Tell me, please, how many lines in the records below include the word "read". Give no more than the number.
***** RECORDS TO PROCESS
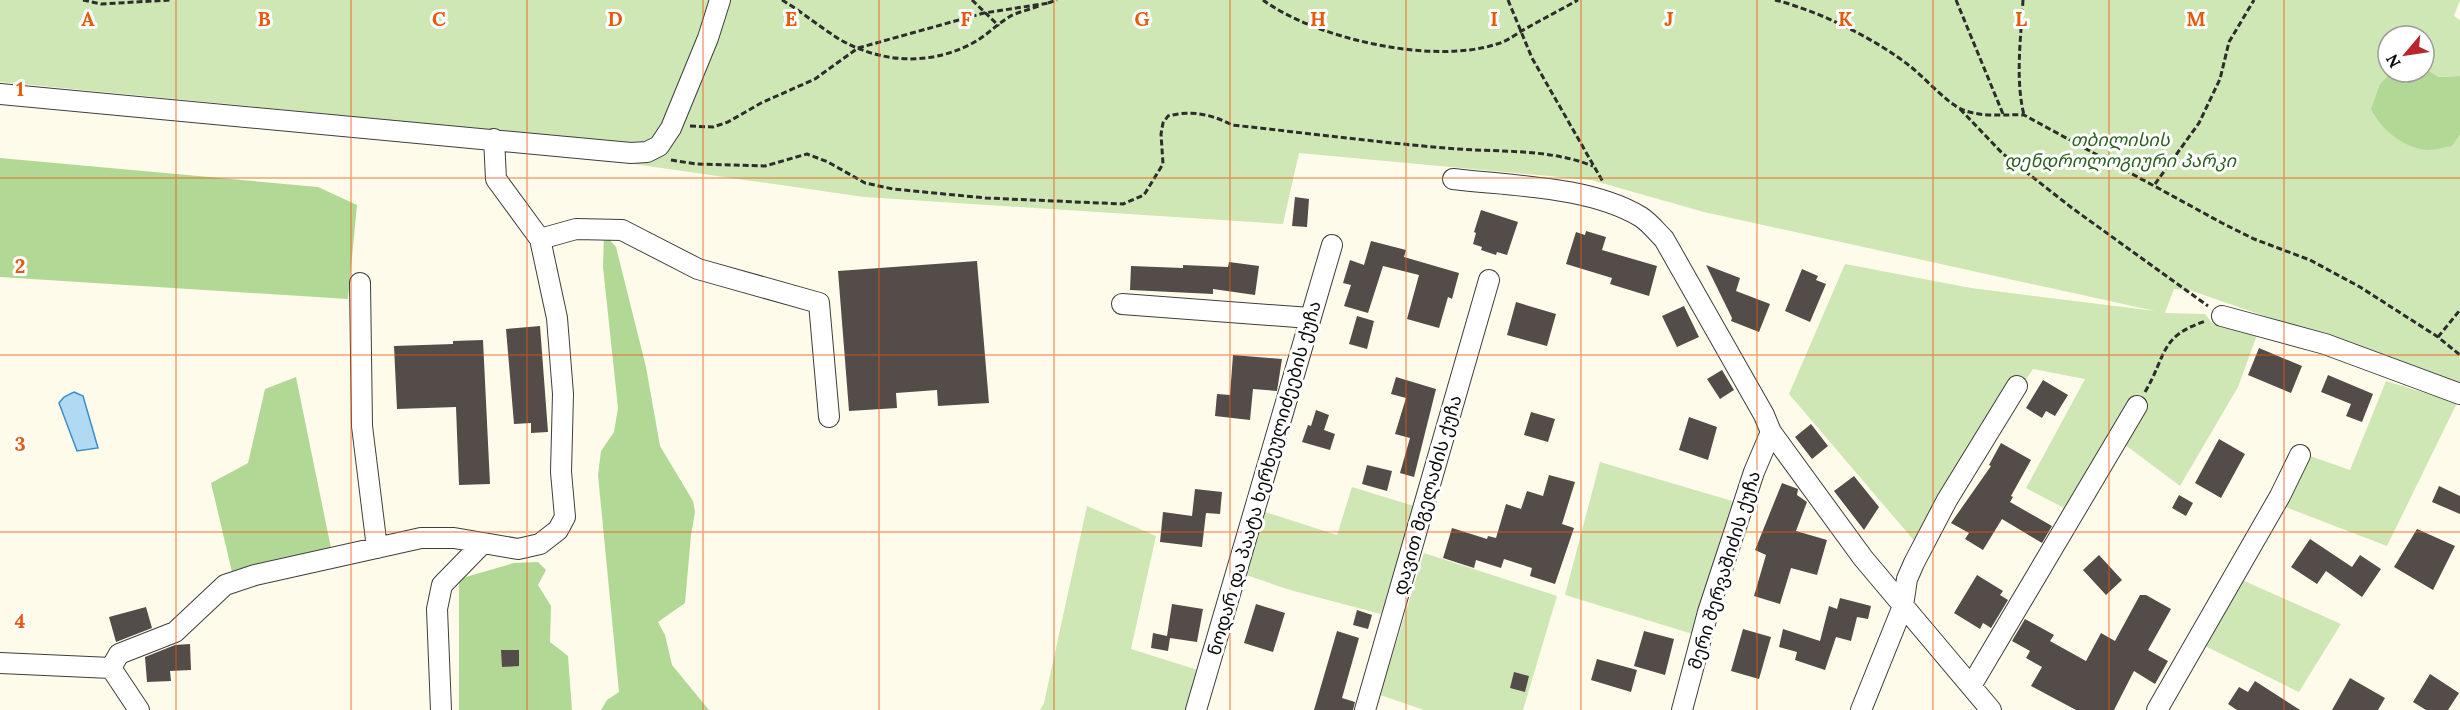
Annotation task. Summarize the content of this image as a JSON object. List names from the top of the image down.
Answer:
{
  "streets": {
    "street": ["ნოდარ და პაატა ხერხეულიძეების ქუჩა", "დავით მგელაძის ქუჩა", "მერი შერვაშიძის ქუჩა"]
  },
  "parks": ["თბილისის დენდროლოგიური პარკი"],
  "north": "bottom left",
  "grid": {
    "columns": [
      "A",
      "B",
      "C",
      "D",
      "E",
      "F",
      "G",
      "H",
      "I",
      "J",
      "K",
      "L",
      "M"
    ],
    "rows": [
      "1",
      "2",
      "3",
      "4"
    ]
  }
}
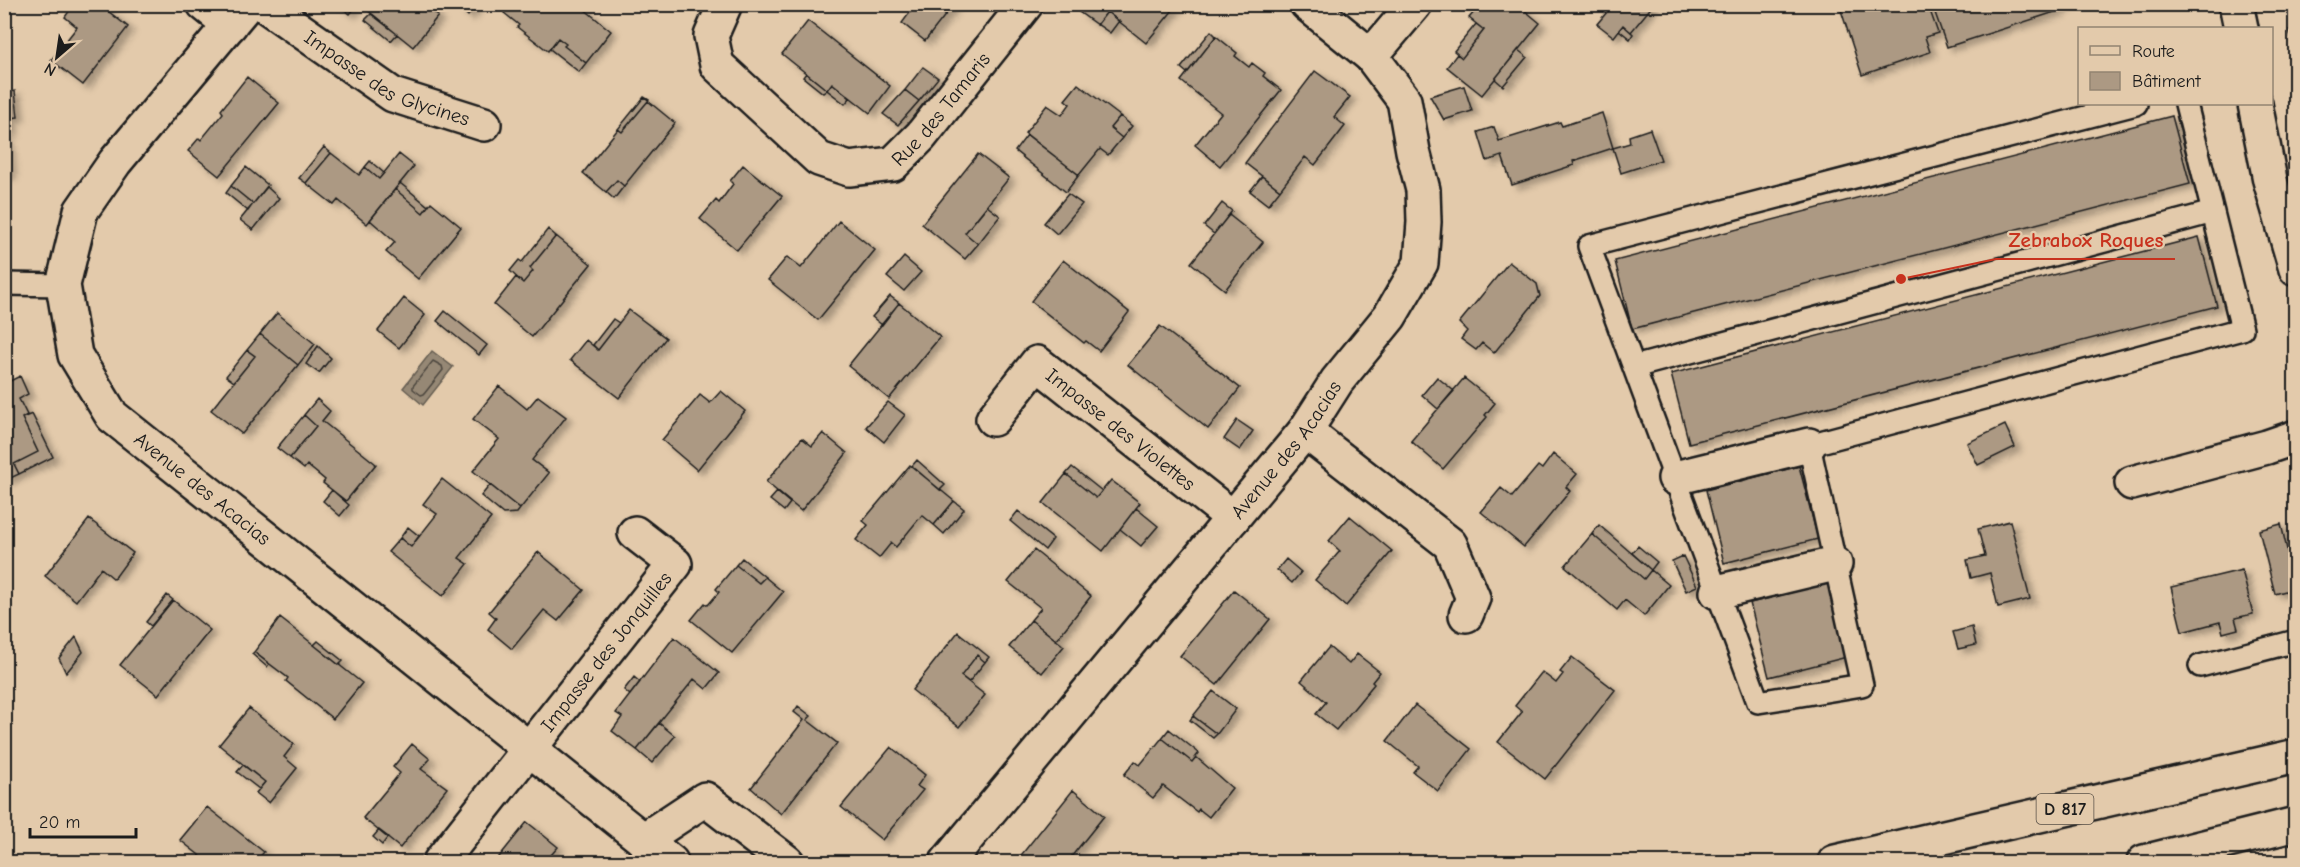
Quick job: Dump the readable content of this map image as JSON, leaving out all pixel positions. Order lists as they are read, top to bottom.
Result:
{
  "streets": {
    "street": [
      "Impasse des Glycines",
      "Rue des Tamaris",
      "Impasse des Violettes",
      "Avenue des Acacias",
      "Impasse des Jonquilles",
      "D 817"
    ]
  },
  "crossings": [
    ["Impasse des Violettes", "Avenue des Acacias"],
    ["Avenue des Acacias", "Impasse des Jonquilles"]
  ],
  "places": ["Zebrabox Roques"],
  "legend": ["Route", "Bâtiment"],
  "scale_bar": "20 m",
  "north": "bottom left"
}
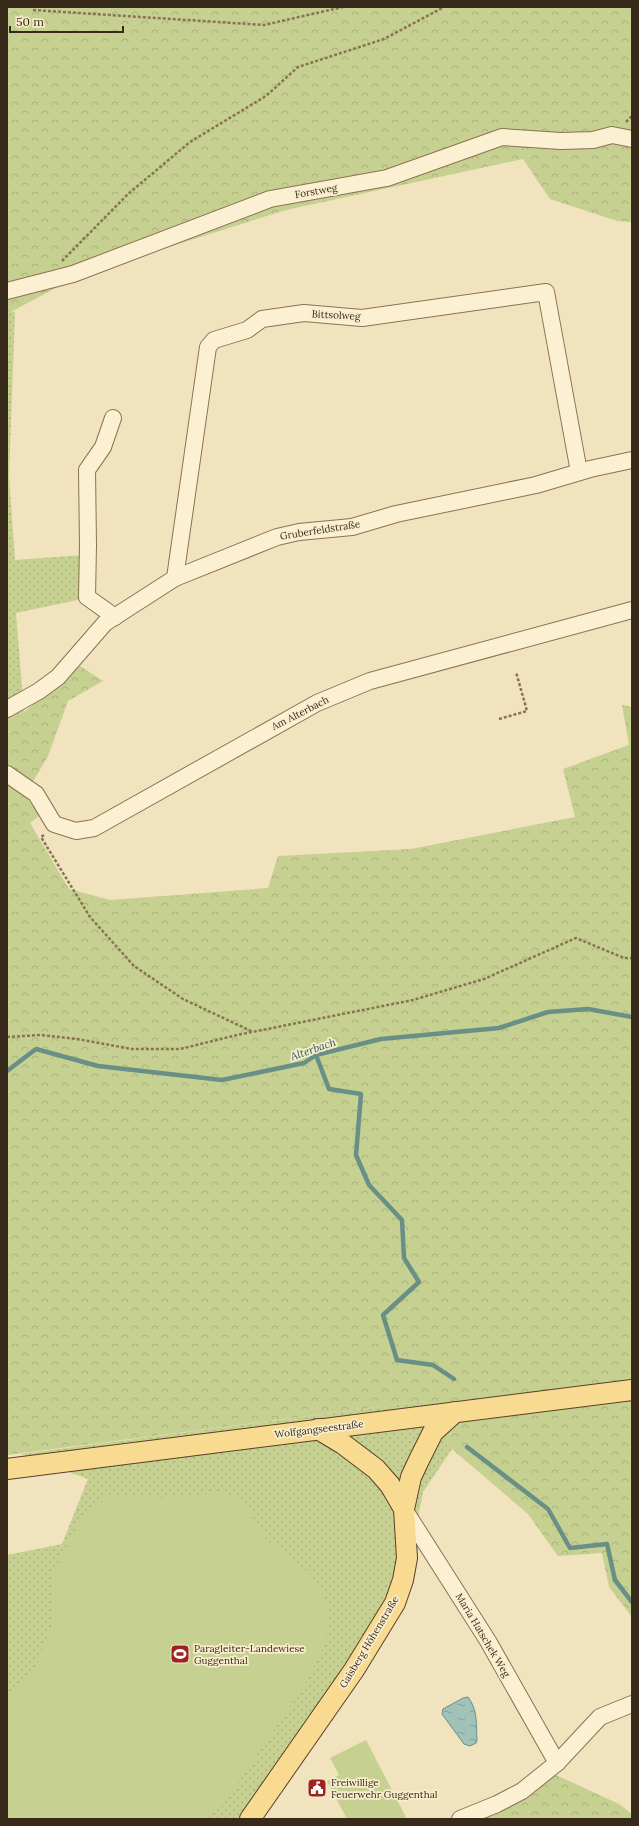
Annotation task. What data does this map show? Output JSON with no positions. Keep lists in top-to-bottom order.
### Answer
{
  "streets": {
    "main road": ["Wolfgangseestraße", "Gaisberg Höhenstraße"],
    "street": [
      "Forstweg",
      "Bittsolweg",
      "Gruberfeldstraße",
      "Am Alterbach",
      "Maria Hatschek Weg"
    ]
  },
  "crossings": [
    ["Bittsolweg", "Gruberfeldstraße"],
    ["Wolfgangseestraße", "Gaisberg Höhenstraße"],
    ["Maria Hatschek Weg", "Gaisberg Höhenstraße"]
  ],
  "water": ["Alterbach"],
  "places": {
    "sports": ["Paragleiter-Landewiese Guggenthal"],
    "public building": ["Freiwillige Feuerwehr Guggenthal"]
  },
  "scale_bar": "50 m"
}
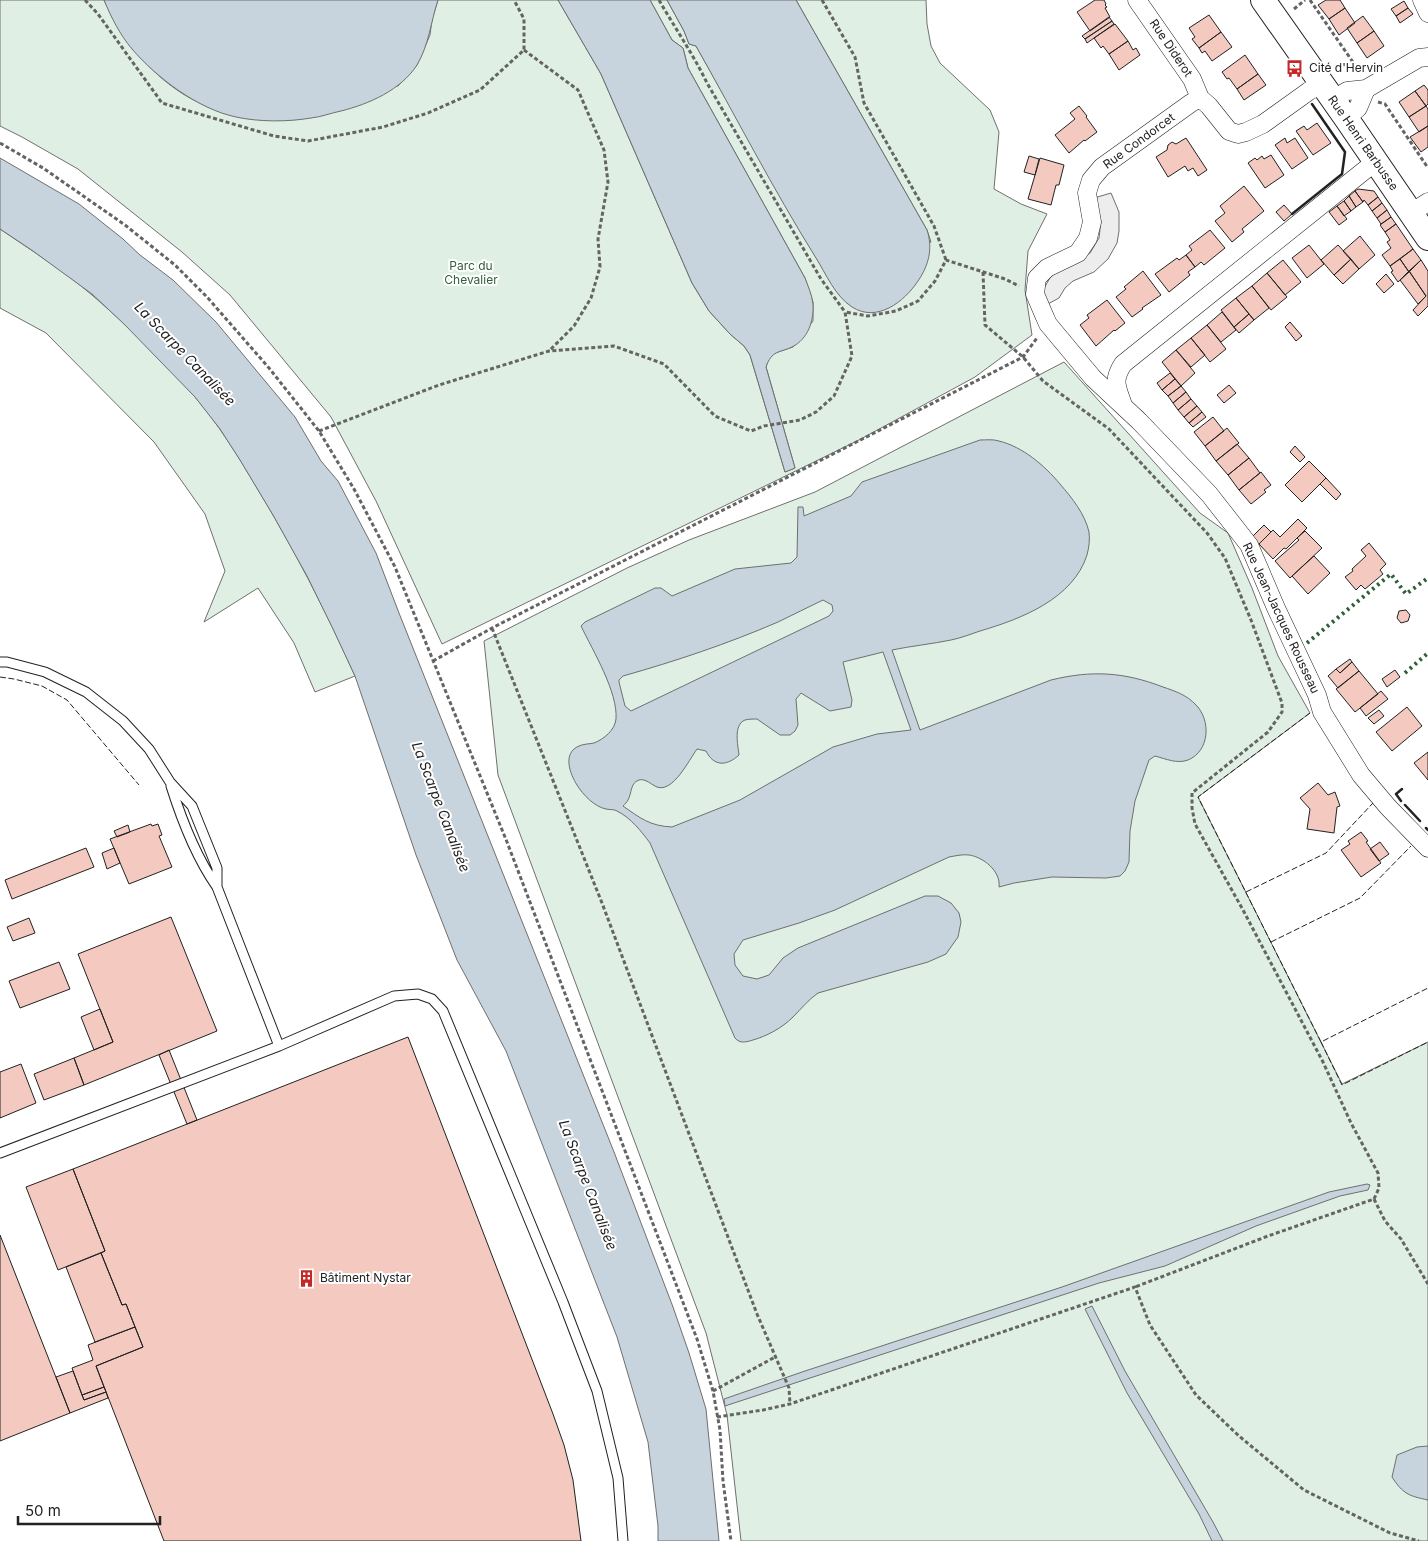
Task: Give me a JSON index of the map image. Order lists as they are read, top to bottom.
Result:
{
  "streets": {
    "street": [
      "Rue Diderot",
      "Rue Condorcet",
      "Rue Henri Barbusse",
      "Rue Jean-Jacques Rousseau"
    ]
  },
  "crossings": [
    ["Rue Diderot", "Rue Condorcet"]
  ],
  "water": ["La Scarpe Canalisée"],
  "parks": ["Parc du Chevalier"],
  "places": {
    "bus stop": ["Cité d'Hervin"],
    "building": ["Bâtiment Nystar"]
  },
  "scale_bar": "50 m"
}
**********
TASK OUTPUT: 2